Dimanche, 11 octobre 1874
Je me sentais faible ce matin et résolus de ne point aller à l'église mais comme il y a près de deux semaines que je ne sors presque pas et que je ne vois personne, I longed pour l'heure de la Promenade car le misérable monde d'ici est toujours des âmes vivantes; [Rayé: mais je]
Nous sortîmes à trois heures et allâmes chez Gambart, il est absent mais nous voulions voir son nouveau palais de marbre, Georges est avec nous. A notre étonnement nous trouvons Ernesto de retour de Venise, il nous fait entrer et cause de cette façon saccadée et extraordinaire qui lui est commune. Ces manières pourraient bien scandaliser ceux qui ne le connaissent pas, je n'y suis pas encore tout à fait faite, mais il est très aimable.

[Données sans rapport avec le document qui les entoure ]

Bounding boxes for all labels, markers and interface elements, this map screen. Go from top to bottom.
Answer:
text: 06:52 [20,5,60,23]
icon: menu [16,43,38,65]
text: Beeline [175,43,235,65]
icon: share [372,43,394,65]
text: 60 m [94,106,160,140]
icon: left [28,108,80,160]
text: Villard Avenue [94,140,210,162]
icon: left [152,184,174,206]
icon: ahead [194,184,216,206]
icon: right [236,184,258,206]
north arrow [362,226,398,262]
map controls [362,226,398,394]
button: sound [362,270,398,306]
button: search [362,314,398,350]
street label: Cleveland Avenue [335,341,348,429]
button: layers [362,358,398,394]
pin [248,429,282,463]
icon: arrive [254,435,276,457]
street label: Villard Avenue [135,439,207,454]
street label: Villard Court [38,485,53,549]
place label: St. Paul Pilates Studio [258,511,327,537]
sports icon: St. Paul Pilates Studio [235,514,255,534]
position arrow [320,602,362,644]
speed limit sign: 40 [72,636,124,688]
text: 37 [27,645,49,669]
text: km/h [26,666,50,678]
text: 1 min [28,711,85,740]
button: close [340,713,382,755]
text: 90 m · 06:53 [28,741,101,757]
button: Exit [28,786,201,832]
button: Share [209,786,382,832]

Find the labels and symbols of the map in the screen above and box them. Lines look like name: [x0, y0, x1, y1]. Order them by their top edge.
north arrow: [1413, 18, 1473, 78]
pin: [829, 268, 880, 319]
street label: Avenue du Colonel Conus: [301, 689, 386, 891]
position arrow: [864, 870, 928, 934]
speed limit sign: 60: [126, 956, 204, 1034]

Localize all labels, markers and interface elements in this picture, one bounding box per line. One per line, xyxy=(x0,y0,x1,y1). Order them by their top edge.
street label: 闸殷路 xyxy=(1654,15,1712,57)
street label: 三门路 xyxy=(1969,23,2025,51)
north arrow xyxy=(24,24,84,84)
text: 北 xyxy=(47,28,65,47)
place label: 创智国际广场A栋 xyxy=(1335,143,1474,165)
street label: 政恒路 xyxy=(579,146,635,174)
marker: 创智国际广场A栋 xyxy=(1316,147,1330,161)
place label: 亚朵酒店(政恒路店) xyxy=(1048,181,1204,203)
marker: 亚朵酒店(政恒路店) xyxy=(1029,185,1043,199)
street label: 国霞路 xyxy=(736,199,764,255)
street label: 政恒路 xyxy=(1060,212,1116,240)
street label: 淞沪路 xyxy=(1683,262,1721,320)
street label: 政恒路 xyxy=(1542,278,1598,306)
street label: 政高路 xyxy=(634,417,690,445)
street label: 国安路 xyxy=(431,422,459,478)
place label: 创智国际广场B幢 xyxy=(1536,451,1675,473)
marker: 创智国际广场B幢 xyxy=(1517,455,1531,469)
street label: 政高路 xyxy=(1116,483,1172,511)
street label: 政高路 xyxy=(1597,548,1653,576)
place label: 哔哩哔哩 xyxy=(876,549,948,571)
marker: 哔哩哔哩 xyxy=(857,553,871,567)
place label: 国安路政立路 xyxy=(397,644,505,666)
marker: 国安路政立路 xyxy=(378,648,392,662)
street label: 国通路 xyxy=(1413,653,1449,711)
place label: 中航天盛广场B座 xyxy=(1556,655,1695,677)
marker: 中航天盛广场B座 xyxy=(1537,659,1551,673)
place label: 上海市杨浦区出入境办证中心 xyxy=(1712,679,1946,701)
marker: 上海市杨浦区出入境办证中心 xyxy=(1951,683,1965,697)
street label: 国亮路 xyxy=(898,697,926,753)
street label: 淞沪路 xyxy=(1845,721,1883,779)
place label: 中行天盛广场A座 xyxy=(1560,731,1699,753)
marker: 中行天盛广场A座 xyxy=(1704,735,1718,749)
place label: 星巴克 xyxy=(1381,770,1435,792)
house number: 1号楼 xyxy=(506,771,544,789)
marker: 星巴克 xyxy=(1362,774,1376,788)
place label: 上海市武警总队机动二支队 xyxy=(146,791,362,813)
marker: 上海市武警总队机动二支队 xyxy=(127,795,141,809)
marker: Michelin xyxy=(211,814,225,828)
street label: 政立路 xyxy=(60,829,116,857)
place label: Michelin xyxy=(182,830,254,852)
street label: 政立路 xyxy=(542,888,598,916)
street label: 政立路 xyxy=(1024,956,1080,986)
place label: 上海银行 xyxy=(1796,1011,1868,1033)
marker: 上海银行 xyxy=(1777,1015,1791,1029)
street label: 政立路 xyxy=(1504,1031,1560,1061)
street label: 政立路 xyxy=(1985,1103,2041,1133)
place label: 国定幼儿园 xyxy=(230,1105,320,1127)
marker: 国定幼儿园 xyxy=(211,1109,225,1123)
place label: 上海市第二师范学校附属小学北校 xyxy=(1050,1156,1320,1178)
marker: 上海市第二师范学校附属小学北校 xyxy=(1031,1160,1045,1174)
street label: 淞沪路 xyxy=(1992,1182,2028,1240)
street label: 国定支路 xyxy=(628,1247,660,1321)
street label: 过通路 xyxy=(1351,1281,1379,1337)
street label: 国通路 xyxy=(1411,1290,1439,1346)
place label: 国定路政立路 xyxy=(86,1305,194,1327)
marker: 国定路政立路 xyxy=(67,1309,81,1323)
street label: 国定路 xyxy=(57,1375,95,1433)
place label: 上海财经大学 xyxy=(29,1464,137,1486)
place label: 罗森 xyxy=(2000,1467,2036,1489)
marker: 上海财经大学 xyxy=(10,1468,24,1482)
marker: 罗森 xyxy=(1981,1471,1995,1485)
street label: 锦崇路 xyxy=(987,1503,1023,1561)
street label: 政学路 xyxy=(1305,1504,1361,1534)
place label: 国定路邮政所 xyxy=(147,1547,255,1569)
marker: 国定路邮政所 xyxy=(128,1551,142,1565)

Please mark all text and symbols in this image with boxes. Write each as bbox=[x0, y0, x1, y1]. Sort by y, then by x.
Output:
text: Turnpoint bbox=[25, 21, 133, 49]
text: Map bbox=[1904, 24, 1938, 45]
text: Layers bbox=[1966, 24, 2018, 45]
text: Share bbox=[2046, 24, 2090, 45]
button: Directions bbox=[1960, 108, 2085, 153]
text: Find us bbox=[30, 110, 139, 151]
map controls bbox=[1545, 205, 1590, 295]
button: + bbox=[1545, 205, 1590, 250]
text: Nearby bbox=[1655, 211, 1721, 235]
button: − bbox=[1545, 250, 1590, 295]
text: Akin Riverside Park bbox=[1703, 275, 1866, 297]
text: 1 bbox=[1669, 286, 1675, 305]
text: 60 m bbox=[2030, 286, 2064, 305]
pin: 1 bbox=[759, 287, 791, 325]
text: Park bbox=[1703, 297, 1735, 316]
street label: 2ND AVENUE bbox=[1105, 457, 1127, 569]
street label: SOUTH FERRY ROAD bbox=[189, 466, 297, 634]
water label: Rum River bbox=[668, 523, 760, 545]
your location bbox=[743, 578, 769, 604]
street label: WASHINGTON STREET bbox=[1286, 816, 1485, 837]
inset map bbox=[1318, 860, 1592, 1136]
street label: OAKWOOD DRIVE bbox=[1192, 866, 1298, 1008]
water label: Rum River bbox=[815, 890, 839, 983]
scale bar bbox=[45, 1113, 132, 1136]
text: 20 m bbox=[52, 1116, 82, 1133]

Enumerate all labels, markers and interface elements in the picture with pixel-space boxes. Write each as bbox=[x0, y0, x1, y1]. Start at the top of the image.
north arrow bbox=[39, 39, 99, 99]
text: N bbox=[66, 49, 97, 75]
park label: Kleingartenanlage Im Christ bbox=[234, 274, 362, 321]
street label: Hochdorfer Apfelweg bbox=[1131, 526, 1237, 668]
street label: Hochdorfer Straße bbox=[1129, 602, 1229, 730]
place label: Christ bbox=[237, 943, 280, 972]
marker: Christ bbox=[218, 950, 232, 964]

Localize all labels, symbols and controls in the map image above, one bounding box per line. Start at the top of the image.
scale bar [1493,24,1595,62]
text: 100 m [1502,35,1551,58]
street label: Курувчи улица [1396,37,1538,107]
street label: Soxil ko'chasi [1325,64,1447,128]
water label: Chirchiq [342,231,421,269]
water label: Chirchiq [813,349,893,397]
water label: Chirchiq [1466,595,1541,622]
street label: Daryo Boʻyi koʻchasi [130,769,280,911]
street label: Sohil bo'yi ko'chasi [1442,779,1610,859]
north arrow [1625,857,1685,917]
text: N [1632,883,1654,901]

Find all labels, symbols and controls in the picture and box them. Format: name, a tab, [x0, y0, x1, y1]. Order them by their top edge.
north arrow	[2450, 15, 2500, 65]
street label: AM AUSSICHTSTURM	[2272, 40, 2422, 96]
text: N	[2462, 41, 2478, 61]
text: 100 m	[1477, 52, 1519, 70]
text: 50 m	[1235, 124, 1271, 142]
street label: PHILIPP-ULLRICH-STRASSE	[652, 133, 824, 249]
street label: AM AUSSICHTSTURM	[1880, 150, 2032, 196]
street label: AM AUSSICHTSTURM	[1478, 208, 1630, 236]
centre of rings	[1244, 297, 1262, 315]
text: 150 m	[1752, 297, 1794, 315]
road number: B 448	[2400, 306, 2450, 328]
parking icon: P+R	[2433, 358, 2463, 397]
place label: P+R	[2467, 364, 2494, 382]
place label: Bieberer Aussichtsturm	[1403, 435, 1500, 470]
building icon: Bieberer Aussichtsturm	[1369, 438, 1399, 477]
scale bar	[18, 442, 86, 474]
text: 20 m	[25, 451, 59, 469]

A la musique des Niçois, rien que des Niçois, c'est ennuyeux.
Me voilà dans cette Nice que je désirais à Ostende, c'est que je me représentais Nice autrement, Nice c'était la Promenade après une pluie, qui commence à se remplir de monde, comme j'aime, en habits de pluie, et Blackprince avec ses chiens et même sa chienne. Et c'est qu'ainsi Nice n'est plus la même.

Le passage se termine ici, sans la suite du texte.